The Society of American Florists (SAF) is a national US Trade Association representing floristry in the United States (US). Retailers, growers, wholesalers, importers, manufacturers, suppliers, educators, students and allied organizations are members.

Mission statement
The Society of American Florists provides marketing, government advocacy, industry intelligence and best practices information for participants in the US floral industry.

Boards and councils
The volunteer leaders of SAF serve on a number of Councils and Committees.

Board of Directors
The SAF Board of Directors makes key decisions that provide the guidance for SAF programs. It is composed of an Executive Committee and Board of Directors.
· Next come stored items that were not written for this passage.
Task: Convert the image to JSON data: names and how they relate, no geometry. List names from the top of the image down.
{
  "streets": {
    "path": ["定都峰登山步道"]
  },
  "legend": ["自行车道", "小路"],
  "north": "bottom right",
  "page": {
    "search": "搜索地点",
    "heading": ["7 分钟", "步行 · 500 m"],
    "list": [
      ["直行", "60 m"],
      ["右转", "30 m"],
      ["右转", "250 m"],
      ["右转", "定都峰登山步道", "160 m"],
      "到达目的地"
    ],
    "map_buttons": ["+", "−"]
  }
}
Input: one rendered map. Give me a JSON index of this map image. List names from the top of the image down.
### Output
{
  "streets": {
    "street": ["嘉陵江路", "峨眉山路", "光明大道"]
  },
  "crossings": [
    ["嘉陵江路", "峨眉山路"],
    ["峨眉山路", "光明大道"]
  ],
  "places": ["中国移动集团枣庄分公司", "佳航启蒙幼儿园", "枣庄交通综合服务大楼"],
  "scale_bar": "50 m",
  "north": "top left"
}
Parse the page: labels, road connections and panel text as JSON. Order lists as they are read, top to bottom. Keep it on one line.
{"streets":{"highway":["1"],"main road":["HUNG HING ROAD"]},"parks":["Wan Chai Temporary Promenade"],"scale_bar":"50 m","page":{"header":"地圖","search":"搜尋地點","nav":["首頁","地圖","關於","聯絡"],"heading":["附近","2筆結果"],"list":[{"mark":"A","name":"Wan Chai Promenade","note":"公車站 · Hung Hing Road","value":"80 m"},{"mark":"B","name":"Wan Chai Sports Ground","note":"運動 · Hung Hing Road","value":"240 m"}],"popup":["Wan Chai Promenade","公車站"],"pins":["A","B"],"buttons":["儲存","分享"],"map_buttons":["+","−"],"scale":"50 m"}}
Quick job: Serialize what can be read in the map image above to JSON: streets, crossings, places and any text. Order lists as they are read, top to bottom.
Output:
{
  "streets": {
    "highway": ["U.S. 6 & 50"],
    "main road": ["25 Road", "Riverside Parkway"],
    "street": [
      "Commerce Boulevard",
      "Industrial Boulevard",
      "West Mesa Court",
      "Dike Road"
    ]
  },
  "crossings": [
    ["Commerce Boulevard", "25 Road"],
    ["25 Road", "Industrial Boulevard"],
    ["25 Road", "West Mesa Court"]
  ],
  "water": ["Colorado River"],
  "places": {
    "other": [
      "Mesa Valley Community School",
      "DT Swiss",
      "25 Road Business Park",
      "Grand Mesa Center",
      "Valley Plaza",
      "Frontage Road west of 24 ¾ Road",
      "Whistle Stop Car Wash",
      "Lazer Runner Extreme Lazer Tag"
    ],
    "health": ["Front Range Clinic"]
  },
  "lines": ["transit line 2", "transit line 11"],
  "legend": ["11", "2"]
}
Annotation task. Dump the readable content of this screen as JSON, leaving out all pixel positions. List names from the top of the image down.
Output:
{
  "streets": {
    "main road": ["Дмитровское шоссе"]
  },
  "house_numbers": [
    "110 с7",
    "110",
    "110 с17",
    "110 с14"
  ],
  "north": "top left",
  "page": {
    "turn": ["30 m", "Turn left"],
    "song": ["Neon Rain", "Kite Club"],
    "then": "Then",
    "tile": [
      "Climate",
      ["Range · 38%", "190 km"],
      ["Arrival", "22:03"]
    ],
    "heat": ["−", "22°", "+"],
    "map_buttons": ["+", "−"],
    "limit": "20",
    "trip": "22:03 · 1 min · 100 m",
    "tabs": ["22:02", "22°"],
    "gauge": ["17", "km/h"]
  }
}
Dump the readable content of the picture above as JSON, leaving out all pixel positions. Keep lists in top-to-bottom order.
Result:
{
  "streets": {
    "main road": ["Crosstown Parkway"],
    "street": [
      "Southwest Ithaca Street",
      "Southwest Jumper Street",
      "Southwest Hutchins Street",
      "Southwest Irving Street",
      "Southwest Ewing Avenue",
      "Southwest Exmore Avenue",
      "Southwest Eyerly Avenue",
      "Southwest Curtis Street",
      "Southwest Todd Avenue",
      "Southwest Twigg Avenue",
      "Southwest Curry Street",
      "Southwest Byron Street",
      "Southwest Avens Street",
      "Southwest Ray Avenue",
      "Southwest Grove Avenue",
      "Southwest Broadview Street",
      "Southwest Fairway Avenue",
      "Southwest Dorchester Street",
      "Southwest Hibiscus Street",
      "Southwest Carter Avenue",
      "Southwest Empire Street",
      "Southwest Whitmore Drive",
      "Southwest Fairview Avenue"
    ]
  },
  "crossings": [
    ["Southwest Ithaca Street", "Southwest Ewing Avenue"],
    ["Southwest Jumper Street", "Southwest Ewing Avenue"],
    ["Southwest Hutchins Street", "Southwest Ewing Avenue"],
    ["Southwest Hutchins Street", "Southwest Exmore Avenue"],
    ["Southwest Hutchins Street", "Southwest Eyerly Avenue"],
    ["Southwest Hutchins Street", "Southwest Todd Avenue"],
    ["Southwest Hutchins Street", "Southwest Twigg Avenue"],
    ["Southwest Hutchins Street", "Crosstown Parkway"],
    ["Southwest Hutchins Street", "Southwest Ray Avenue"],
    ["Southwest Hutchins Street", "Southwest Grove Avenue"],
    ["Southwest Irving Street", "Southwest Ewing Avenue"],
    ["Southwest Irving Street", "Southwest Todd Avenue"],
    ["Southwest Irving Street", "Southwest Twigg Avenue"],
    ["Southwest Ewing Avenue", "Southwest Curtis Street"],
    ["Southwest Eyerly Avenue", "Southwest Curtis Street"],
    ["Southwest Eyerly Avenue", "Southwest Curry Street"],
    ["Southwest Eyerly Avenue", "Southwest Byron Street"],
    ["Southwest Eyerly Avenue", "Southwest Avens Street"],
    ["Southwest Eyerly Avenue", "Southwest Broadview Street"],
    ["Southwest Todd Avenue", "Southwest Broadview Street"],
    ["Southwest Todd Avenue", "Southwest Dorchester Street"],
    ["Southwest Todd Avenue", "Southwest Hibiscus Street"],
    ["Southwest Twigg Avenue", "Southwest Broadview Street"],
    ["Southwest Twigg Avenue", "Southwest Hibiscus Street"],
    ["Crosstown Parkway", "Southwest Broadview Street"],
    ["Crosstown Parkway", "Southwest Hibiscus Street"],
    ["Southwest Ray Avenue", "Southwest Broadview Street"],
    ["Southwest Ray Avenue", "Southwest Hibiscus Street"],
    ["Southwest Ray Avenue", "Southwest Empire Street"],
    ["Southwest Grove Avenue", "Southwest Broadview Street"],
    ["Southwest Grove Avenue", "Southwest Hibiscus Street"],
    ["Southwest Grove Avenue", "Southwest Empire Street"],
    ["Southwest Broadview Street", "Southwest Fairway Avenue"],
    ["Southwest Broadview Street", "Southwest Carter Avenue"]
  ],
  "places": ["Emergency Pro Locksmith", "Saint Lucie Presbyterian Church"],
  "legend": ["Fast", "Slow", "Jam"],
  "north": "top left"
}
The current Chairperson is Bill LaFever, PFCI. The President is Chris Drummond, AAF, PFCI. The  Executive Vice President and CEO is Kate F. Penn.

Growers Council
The Growers Council represents the needs of the grower industry segment within the Society of American Florists. The current Chairperson is Jamie Kitz, AAF.

Retailers Council
The Retailers Council represents the needs of the retailer industry segment within the Society of American Florists. The current Chairperson is Kaitlin Radebaugh, AAF.

Wholesalers Council
The Wholesalers Council represents the needs of the wholesale industry segment within the Society of American Florists. The current Chairperson is Oscar Fernandez.

Other Joint Councils & Committees
Awards Committee, Consumer Joint Council, Convention Task Force, Government Joint Council, Member Joint Council, PFCI Board of Trustees

Events and education

SAF offers florists a number of professional development programs and related events that provide education and networking opportunities.

Annual convention
Each year SAF holds an annual convention, usually in August or July, that lasts several days and includes educational programs covering all aspects of the floral industry.

Congressional Action Days
Each year in March, SAF members come to Washington, U.S. to learn more about the state of the industry.

1 – Day Profit Blast
This relatively new format brings four sessions in a single day to different cities throughout the US.

Certifications
SAF offers two different certifications for achievement in and contribution to the floral industry.

American Academy of Floriculture (AAF)
AAF certification recognizes industry members who meet the highest standards of service to the floral industry and their communities. Established in 1965, nomination and acceptance into the Academy is open to qualified persons in all segments of the industry. AAF members include retailers, wholesalers, growers, educators, scientists, designers and more.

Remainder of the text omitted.